Holtzmann is always up at all hours, tirelessly working on their new, new gadgets, patent paperwork—her music has been a constant, a thrumming or thudding addition to the background noises of New York, since they moved it.  It drifts through the opening to the fire pole at all hours; at night it often settles around Erin in her little room upstairs like she imagines fog settles in San Francisco every evening. Tonight it keeps her up—not that she is not already up, overthinking things, like usual.

Eventually, she can’t stand lying awake in bed a moment longer so she pads down the stairs in her slippers to make some tea. She stops on the landing to the second floor and peers in—Holtz is bent over one of her work tables. Erin shuffles inside to get a better look at what the engineer is working on—it’s one of the proton packs, and Holtz is messing in its core with a pair of precision tweezers.

She waits until Holtz has removed the tweezers from the pack’s guts before saying softly, “Jillian?”

Despite the volume music Holtz hears her. Her head snaps up and her eyes widen; Erin asked her once why she doesn’t wear headphones—Holtz had replied the keep her constricted. Headphones cement Holtzmann to a certain radius inside the lab that she simply can’t abide by. However despite her distaste for headphones, Holtz is always very respectful with her music. When she sees Erin half in the lab, she immediately hurries over to the stereo to turn it down.

“Sorry, too loud?”

Erin shakes her head. “No, I’m just up. Do you want something from the kitchen while I’m down there? Tea, hot cocoa?”

Holtz looks thoughtful, then shakes her head. “Nah, I’m good. Thanks for thinkin’ of me, though, hot stuff.” The comment is punctuated with a wink, which makes Erin flush for reasons she doesn’t understand. She flushes a lot around Holtzman; there is something about her that disturbs her wa.

Erin shuffles out of the lab and down the stairs to the kitchen with burning cheeks. By the time the kettle whistles, her Sleepy Time tea steeps, and she has added milk and sugar, she feels like she has returned mostly to normal. She sips it, inhales, exhales, and closes her eyes, savoring the warmth of the mug in her hands. She can feel the chamomile and peppermint start to take effect, easing away her stress, anxieties, and scrambled thoughts in sweet, milky goodness.
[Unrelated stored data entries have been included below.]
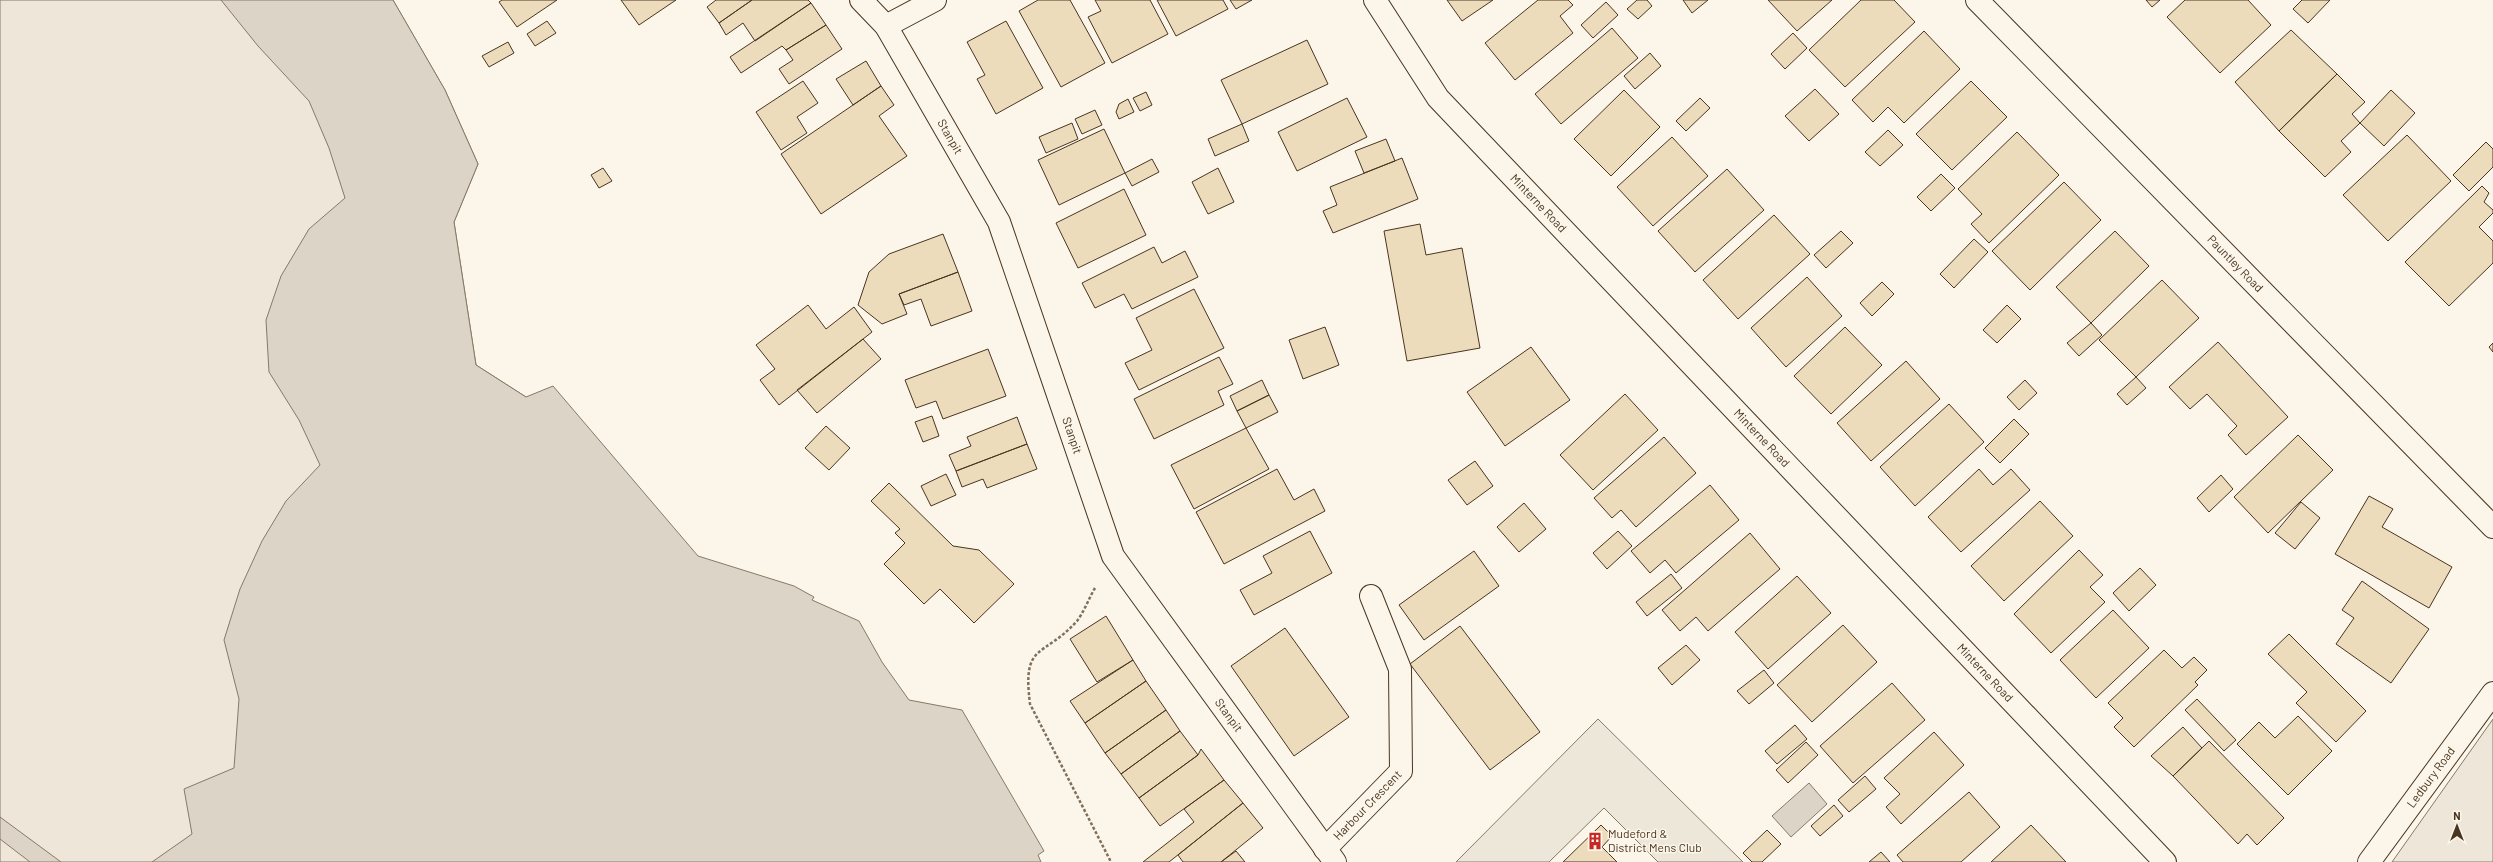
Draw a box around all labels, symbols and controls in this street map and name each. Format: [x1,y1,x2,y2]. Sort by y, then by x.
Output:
street label: Stanpit [935,116,966,156]
street label: Minterne Road [1508,171,1570,235]
street label: Pauntley Road [2205,232,2267,294]
street label: Minterne Road [1731,405,1793,469]
street label: Stanpit [1060,415,1086,456]
street label: Minterne Road [1955,640,2017,704]
street label: Stanpit [1213,695,1246,734]
street label: Ledbury Road [2403,744,2457,810]
street label: Harbour Crescent [1330,767,1404,842]
north arrow [2437,806,2477,846]
text: N [2453,809,2461,822]
place label: Mudeford & District Mens Club [1608,826,1702,854]
building icon: Mudeford & District Mens Club [1585,831,1605,851]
“Is there still water in the kettle?”

The physicist is so startled she nearly clears the ceiling. Despite wearing clunky work boots half the time, Holtz is dead silent on her feet. Erin’s tea sloshes everywhere, although thankfully not on her hands or on Holtz.
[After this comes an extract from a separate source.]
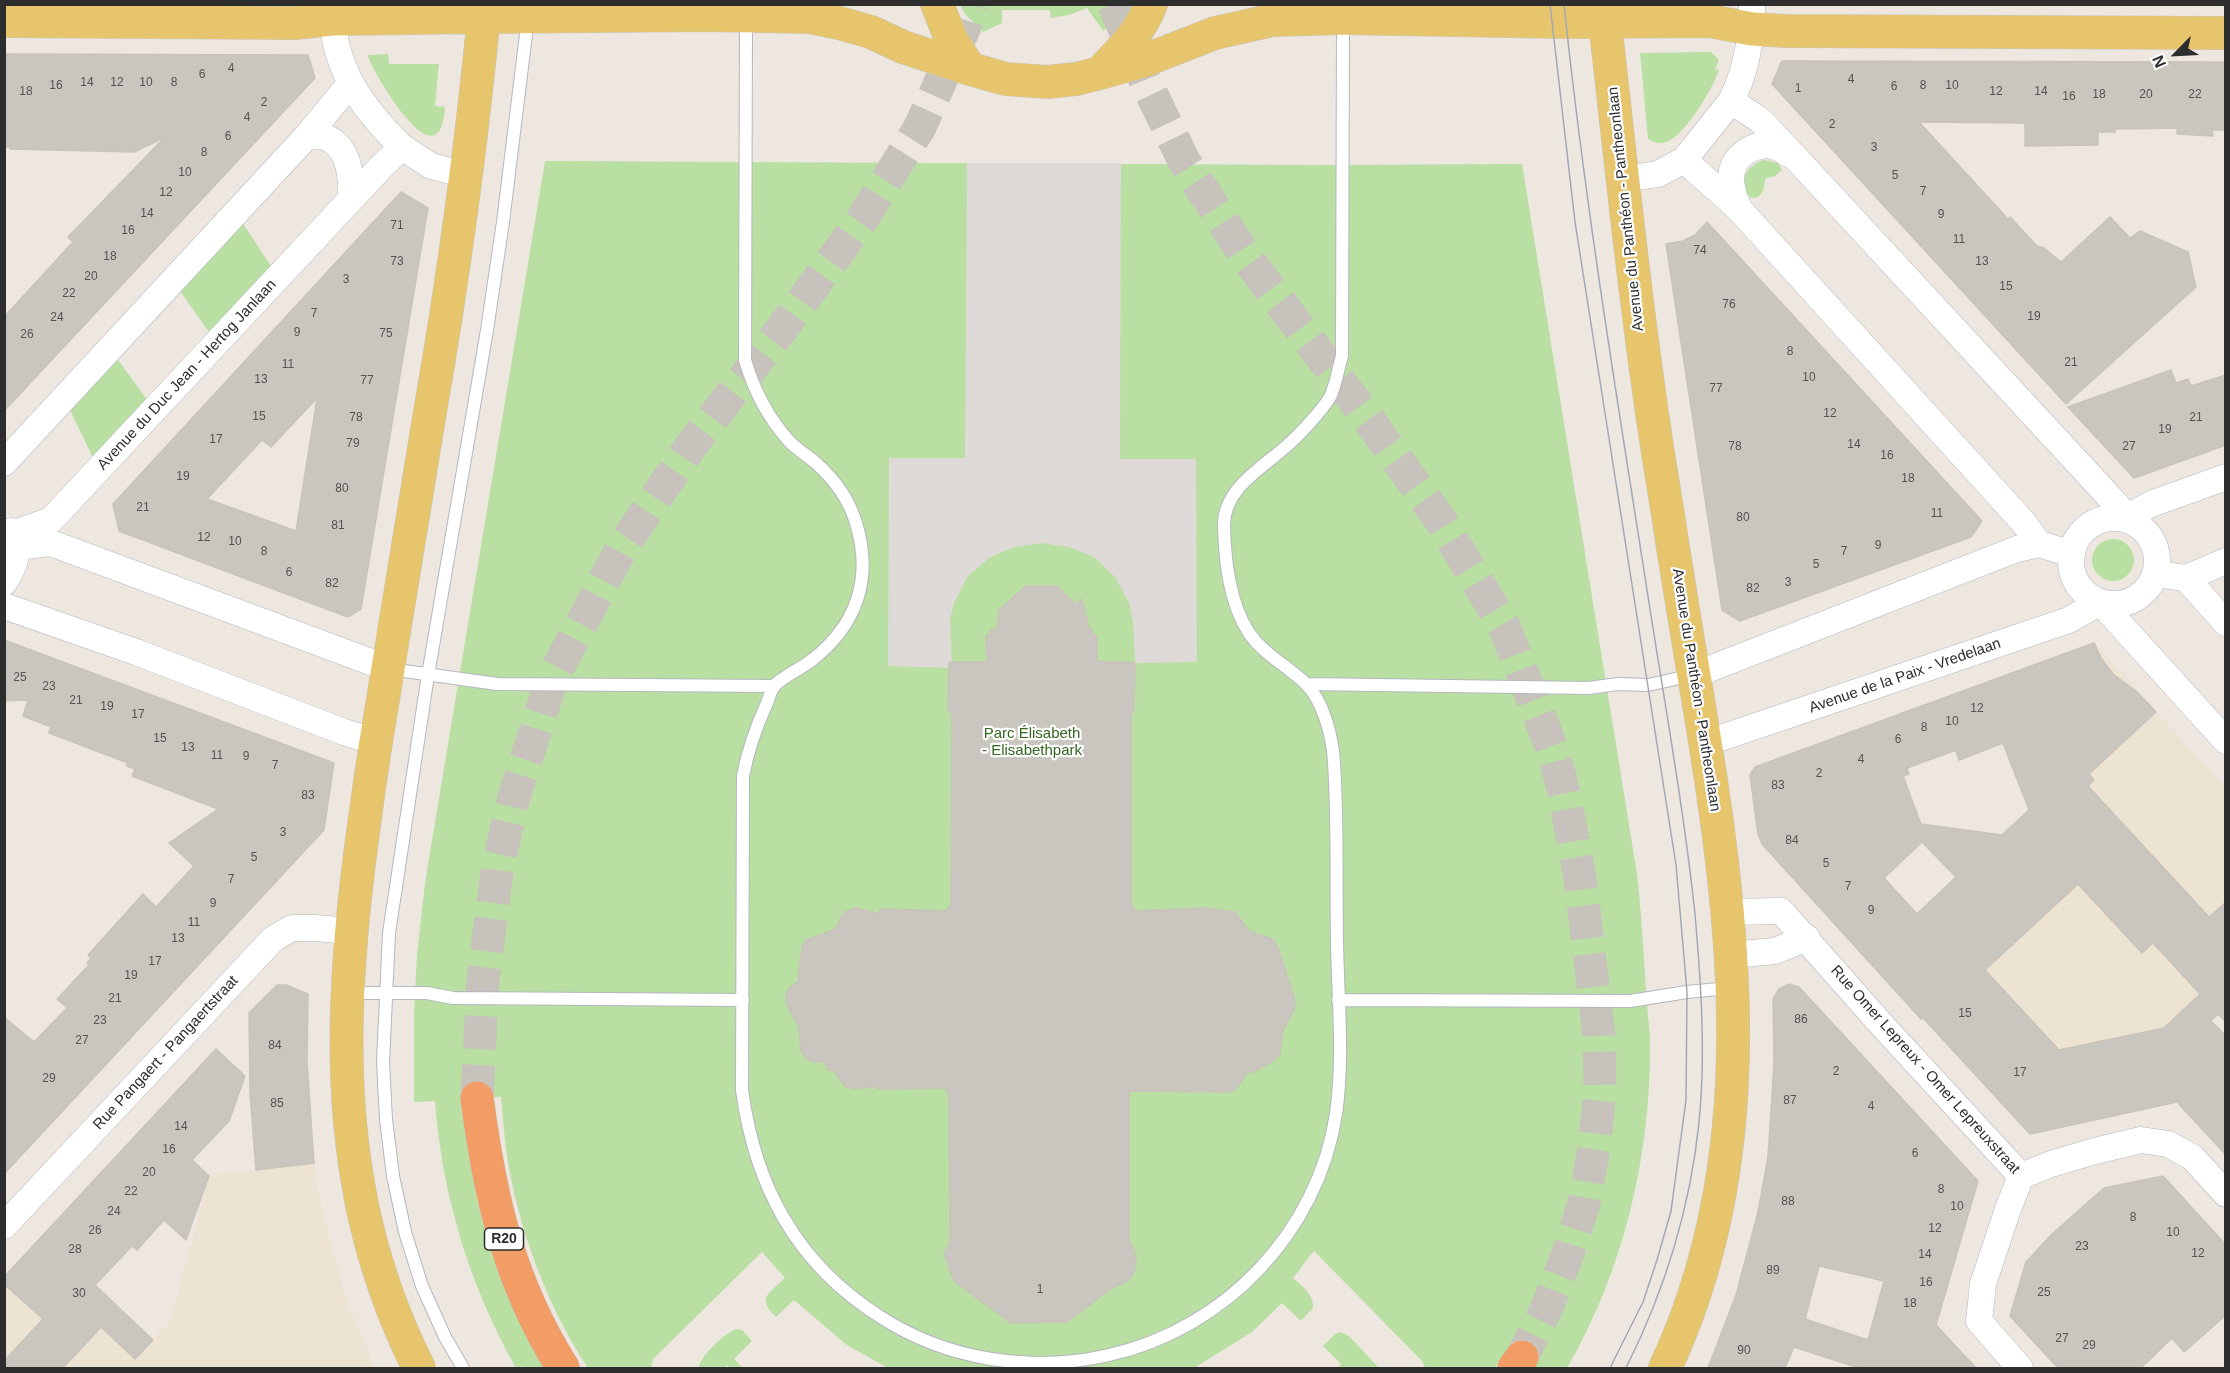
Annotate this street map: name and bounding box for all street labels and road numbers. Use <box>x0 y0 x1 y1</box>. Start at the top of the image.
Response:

“Shit! Sorry!” Holtz leaps over the puddle Erin’s startled leap has created and grabs a roll of paper towels. Erin joins her on the floor to help mop it up. “Didn’t mean to startle you—forget how high strung you get.”

“Only when I’m tired,” the red head argues.
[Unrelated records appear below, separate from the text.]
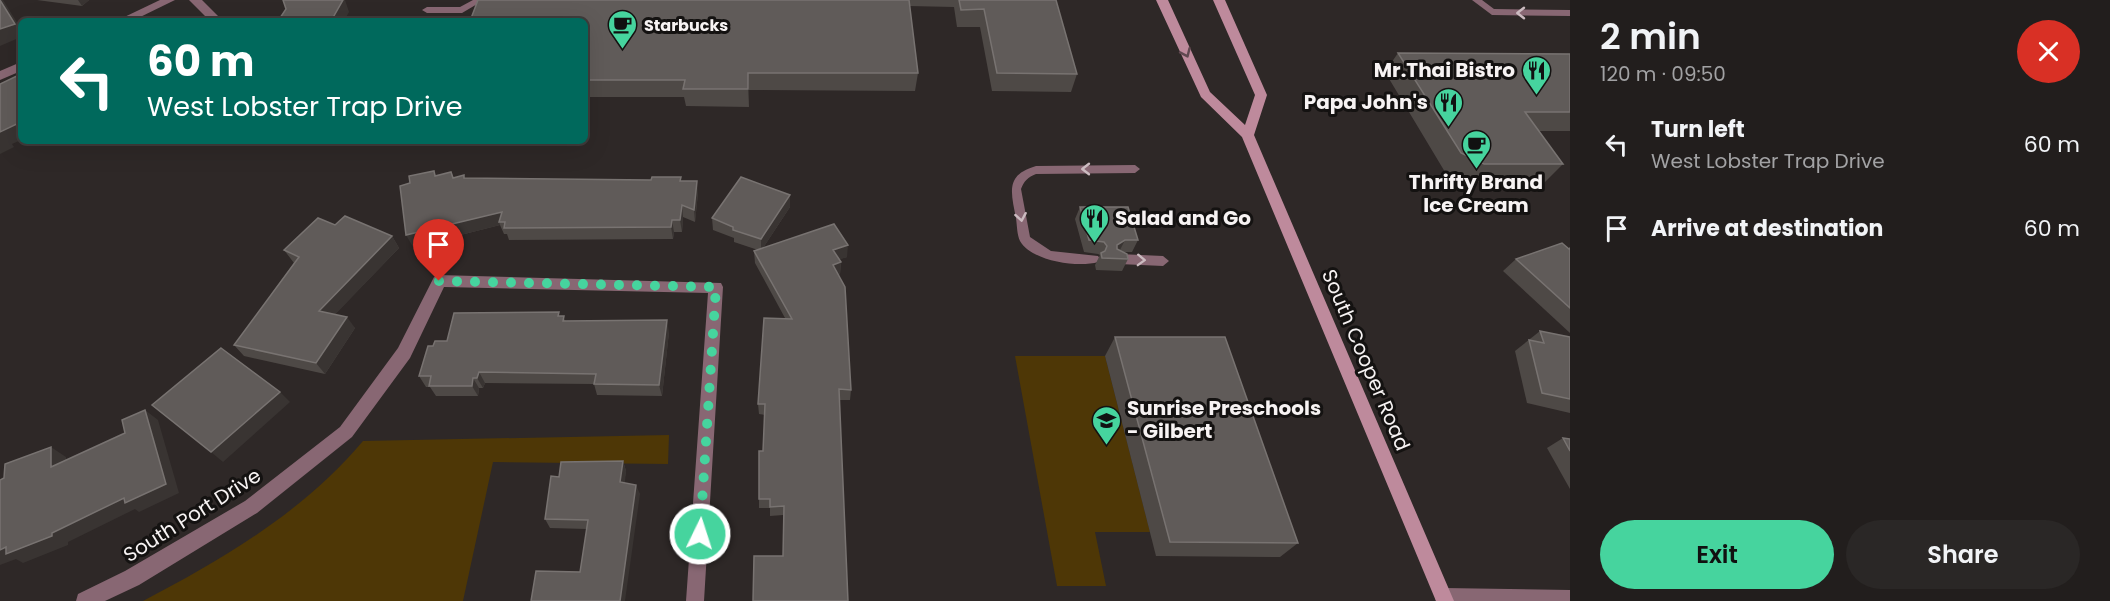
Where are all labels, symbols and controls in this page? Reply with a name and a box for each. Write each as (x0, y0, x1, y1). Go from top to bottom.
one-way arrow (1516, 7, 1525, 19)
cafe icon: Starbucks (607, 9, 639, 51)
text: 2 min (1600, 11, 1701, 62)
place label: Starbucks (644, 14, 728, 37)
button: close (2017, 20, 2080, 83)
text: 60 m (147, 32, 255, 91)
icon: left (48, 42, 126, 120)
one-way arrow (1179, 47, 1191, 58)
restaurant icon: Mr.Thai Bistro (1520, 54, 1552, 96)
place label: Mr.Thai Bistro (1374, 56, 1515, 84)
text: 120 m · 09:50 (1600, 60, 1726, 88)
restaurant icon: Papa John's (1433, 86, 1465, 128)
text: West Lobster Trap Drive (147, 88, 462, 125)
place label: Papa John's (1304, 88, 1428, 116)
text: Turn left (1651, 114, 1745, 145)
cafe icon: Thrifty Brand Ice Cream (1460, 128, 1492, 170)
icon: left (1600, 128, 1633, 161)
text: 60 m (2024, 129, 2080, 160)
text: West Lobster Trap Drive (1651, 147, 1885, 175)
one-way arrow (1081, 163, 1090, 176)
place label: Thrifty Brand Ice Cream (1409, 168, 1543, 219)
restaurant icon: Salad and Go (1078, 202, 1110, 244)
place label: Salad and Go (1115, 204, 1251, 232)
one-way arrow (1014, 211, 1027, 221)
icon: arrive (1600, 212, 1633, 245)
text: Arrive at destination (1651, 213, 1883, 244)
text: 60 m (2024, 213, 2080, 244)
pin (413, 219, 464, 281)
icon: arrive (422, 228, 455, 261)
one-way arrow (1137, 253, 1146, 266)
street label: South Cooper Road (1315, 265, 1417, 455)
place label: Sunrise Preschools - Gilbert (1127, 394, 1321, 445)
school or university icon: Sunrise Preschools - Gilbert (1090, 404, 1122, 446)
street label: South Port Drive (118, 461, 266, 569)
position arrow (668, 502, 732, 566)
button: Exit (1600, 520, 1834, 589)
button: Share (1846, 520, 2080, 589)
Holtz gives her a pointed look that suggests that she is a bit more high strung than just when she is tired. Erin, in turn, pointedly ignores Holtz’s pointed look. Holtz tosses the soiled paper towels and checks the kettle—there is still water.

“I thought you didn’t want anything,” Erin says, slightly accusatory, as Holtz rummages in the cabinets for first a mug, then a packet of instant cocoa. The triple chocolate kind, with mini marshmallows.

“Changed my mind.” Holtzann makes her cup of cocoa in much less time than it took for Erin to fix her own mug of tea. Erin watches as the engineer takes a big gulp, then yelps as she burns her tongue.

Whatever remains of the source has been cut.